◆ PROBLEM TO SOLVE: Find all lines with the word "symbols" in the material, then copy them.

>>>

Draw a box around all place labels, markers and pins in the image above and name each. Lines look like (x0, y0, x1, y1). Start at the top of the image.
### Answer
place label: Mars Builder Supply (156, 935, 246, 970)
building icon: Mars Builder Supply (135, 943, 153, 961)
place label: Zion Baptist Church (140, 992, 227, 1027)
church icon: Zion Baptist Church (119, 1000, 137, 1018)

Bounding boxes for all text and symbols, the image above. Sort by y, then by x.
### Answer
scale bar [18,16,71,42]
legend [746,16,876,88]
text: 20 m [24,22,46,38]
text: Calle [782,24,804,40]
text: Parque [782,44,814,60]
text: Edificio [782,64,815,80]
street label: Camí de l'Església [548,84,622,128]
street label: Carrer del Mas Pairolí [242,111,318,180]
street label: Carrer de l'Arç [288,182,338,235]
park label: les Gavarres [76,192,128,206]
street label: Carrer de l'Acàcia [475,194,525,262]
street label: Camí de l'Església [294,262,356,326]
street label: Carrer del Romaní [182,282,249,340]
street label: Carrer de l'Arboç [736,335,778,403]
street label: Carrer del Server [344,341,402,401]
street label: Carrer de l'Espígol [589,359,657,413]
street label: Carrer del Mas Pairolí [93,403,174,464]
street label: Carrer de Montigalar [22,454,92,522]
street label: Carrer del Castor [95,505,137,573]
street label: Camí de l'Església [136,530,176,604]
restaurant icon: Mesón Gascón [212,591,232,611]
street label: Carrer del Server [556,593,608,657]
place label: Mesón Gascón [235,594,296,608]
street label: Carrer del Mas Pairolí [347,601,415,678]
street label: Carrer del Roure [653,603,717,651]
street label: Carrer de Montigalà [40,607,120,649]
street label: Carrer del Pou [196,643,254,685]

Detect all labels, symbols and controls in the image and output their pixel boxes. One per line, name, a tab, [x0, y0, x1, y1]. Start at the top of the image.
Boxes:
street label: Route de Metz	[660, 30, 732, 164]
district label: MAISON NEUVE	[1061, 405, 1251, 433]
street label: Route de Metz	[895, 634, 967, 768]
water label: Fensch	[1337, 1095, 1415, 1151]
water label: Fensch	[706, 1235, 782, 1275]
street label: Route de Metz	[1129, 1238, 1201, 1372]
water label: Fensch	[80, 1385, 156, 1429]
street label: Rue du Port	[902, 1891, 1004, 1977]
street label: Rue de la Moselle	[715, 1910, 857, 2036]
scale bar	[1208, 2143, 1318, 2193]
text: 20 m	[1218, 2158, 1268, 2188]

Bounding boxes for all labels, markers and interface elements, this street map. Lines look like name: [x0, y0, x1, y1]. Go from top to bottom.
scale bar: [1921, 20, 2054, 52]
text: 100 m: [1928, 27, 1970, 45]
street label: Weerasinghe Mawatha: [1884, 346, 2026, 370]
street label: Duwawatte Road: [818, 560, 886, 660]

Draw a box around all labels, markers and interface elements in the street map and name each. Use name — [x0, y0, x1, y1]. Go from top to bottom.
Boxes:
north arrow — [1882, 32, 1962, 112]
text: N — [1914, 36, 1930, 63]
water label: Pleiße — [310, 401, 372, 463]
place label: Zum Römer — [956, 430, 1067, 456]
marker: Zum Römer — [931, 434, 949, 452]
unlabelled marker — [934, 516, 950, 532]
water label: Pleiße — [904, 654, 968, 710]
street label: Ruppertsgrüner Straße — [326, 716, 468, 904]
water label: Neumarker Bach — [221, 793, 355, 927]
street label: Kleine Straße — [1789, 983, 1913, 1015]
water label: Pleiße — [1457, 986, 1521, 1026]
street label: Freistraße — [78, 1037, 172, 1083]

<<<

◆ ANSWER FOR THE TASK:
Bounding boxes for all text and symbols, the image above. Sort by y, then by x.
Detect all labels, symbols and controls in the image and output their pixel boxes. One per line, name, a tab, [x0, y0, x1, y1]. Start at the top of the image.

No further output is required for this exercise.